2024 FSA Podium and Poster Abstracts
P012: MANAGEMENT OF DIFFICULT AIRWAY AND RESECTION OF LARGE JUVENILE NASOPHARYNGEAL ADENOMA
Kristina Ruiz, MD1; Lindsey J Laux, MD1; Hannah Tuckwell, MD2; Micheal Armstrong, MD1; Yehuda Raveh, MD1; Madison Rhodes, DO2; 1Jackson Memorial Hospital; 2Nicklaus Childrens Hospital
The patient is a 12 year old 35 kilogram male who presented from home to the Emergency Department with complaints of weight loss, recurrent nosebleeds, difficulty swallowing, progressive muffled voice and worsening apneic episodes while sleeping. Physical exam and CT scan revealed a large nasopharyngeal tumor with extension into the skull base, oropharynx, and soft palate, causing nearly complete obliteration of the airway on maximal mouth opening. The patient was admitted to the PICU for airway monitoring and supplemental oxygen via facemask. ENT concluded an assumed preliminary diagnosis of juvenile nasopharyngeal adenoma.
After multidisciplinary discussion between Pediatric Anesthesia, Pediatric ENT, and IR, the plan for controlled intubation followed by IR embolization and surgical resection with ENT. Patient was brought to the OR for awake oropharyngeal intubation with ENT present for possible surgical airway if intubation was unsuccessful. Decision was made to proceed with awake intubation given patient cooperation with appropriate mouth opening. Ability to maintain spontaneous ventilation was imperative in airway management given complete obstruction of nasopharynx due to tumor. Induction of general anesthesia with loss of pharyngeal tone would lead to loss of airway and inability to mask ventilate. Video laryngoscopy with D blade was used as well as 4 mm flexible scope on the second screen. Laryngoscope was advanced until it was just superior to the epiglottis, then the scope was advanced with lidocaine administration at vocal cords. Flexible scope was advanced past vocal cords and an induction dose of propofol was given. Airway was secured with ETT with one attempt and no desaturations.
Upon intubation, the patient was to be transferred to the IR suite for embolization. Patient transferred to the PICU for 48 hours prior to surgical resection. No difficulty with ventilation on minimal ventilatory support.

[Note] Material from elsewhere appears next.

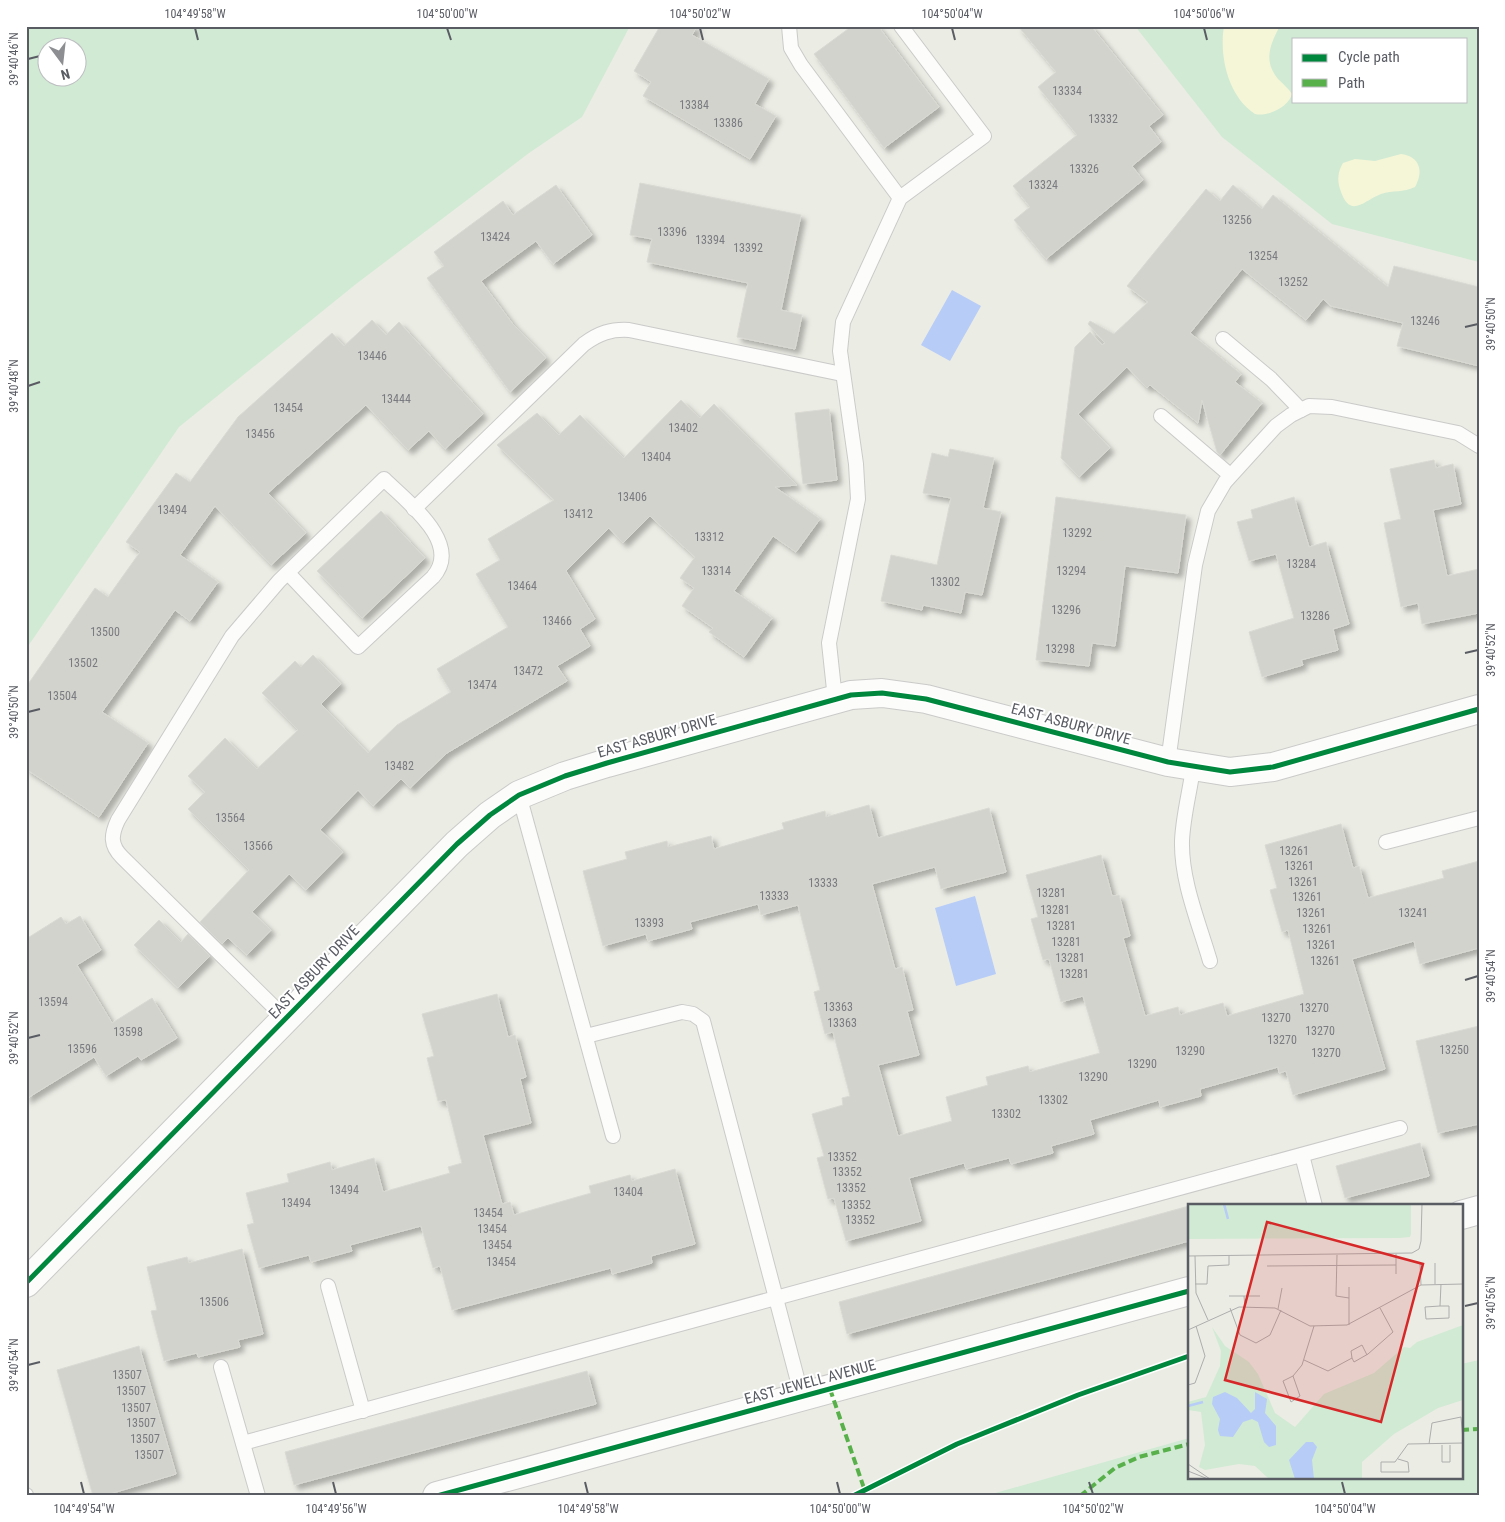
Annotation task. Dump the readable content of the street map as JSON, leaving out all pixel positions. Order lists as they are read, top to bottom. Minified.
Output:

Patient returned to OR for resection with ENT. Upon arrival, the patient had a PICC line in place. Large bore IV access was obtained, with two 16 gauge peripheral IV, one of which was exchanged for a 7 French rapid infusion catheter for intraoperative resuscitation. Arterial line placed with serial ABG and TEG obtained to guide blood product administration, Starting hematocrit was 24 with 4 pRBCs, 4 FFP, 1 cryoprecipitate and 1 platelet given intraoperatively, estimated blood loss three liters. Brief infusion of vasopressin and phenylephrine required intraoperatively.
Post procedure the patient had no pressor requirements or transfusion needed. Patient was extubated on post operative day two and discharged on postoperative day six.